Exercise description :: Give the number of lines in the entries that contain "Orientales". State only the count.

Records to process ::
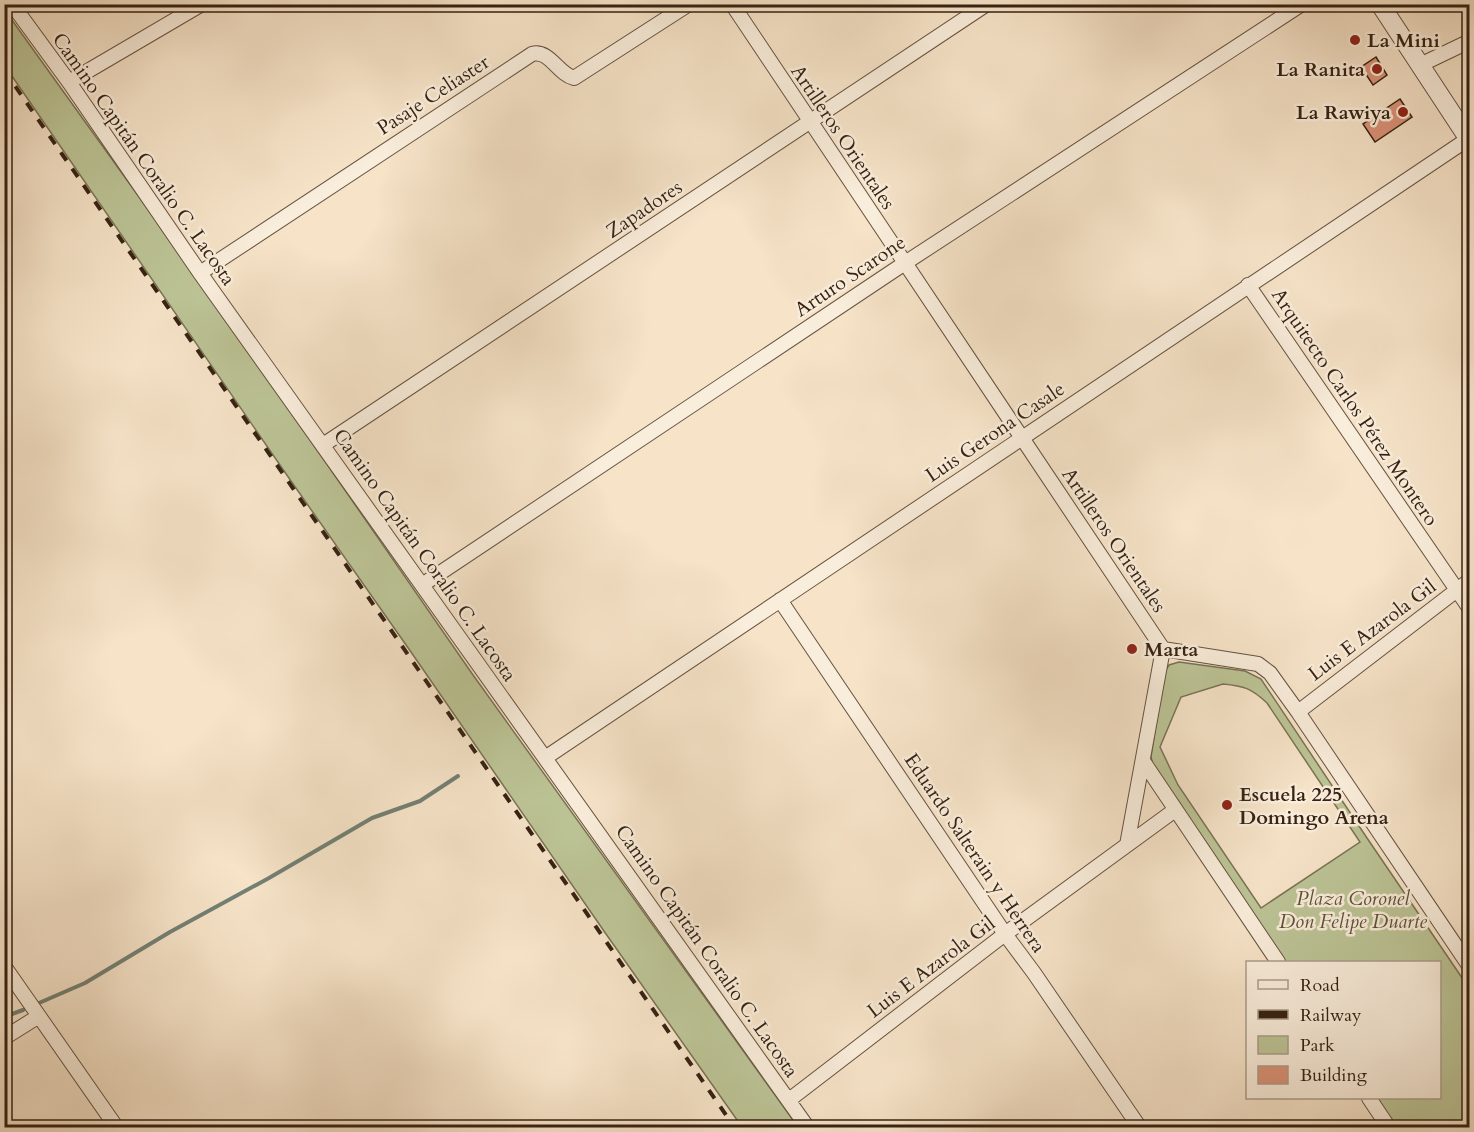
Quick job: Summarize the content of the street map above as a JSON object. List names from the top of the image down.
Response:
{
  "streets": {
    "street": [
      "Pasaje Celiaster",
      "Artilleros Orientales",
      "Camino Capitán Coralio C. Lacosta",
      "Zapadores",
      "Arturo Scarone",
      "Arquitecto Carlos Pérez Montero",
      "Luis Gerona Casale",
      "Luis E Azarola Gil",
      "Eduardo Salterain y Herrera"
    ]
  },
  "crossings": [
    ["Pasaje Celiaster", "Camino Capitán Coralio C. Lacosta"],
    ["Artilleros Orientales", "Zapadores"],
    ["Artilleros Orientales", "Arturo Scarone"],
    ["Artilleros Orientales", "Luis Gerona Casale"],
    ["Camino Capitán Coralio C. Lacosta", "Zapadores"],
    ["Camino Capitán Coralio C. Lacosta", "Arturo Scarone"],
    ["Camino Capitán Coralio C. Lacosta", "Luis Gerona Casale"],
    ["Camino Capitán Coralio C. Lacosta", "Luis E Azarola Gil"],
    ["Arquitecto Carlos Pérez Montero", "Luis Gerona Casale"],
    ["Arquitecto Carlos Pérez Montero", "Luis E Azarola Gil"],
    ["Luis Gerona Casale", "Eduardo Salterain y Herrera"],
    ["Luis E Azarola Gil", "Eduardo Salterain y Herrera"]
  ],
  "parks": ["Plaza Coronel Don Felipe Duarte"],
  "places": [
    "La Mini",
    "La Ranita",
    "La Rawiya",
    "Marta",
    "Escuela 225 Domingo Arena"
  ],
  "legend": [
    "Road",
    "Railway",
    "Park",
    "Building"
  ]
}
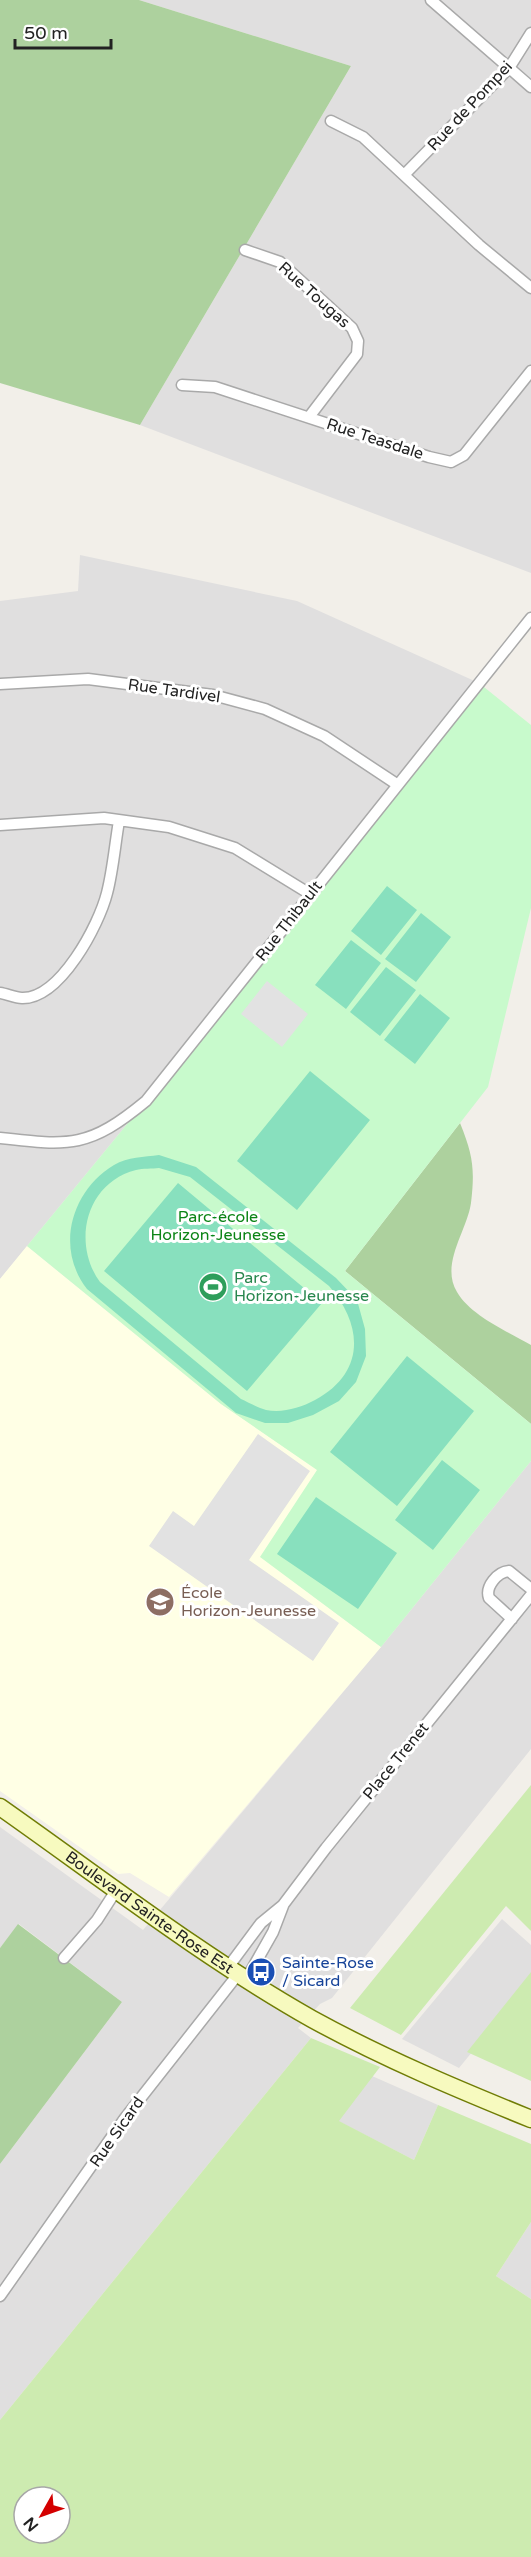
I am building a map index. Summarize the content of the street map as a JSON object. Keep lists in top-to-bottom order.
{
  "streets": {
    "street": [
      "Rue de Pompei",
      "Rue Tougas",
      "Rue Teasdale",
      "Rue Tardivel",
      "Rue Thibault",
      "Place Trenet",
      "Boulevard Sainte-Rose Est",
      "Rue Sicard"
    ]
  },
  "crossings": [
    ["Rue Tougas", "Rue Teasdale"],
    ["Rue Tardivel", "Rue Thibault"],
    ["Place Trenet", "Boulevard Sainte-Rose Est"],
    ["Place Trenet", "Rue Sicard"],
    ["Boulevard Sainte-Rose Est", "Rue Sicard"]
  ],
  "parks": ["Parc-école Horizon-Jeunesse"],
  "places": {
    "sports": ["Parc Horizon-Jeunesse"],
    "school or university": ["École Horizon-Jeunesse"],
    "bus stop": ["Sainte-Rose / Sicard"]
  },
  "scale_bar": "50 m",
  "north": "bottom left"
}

Exercise answer :: 4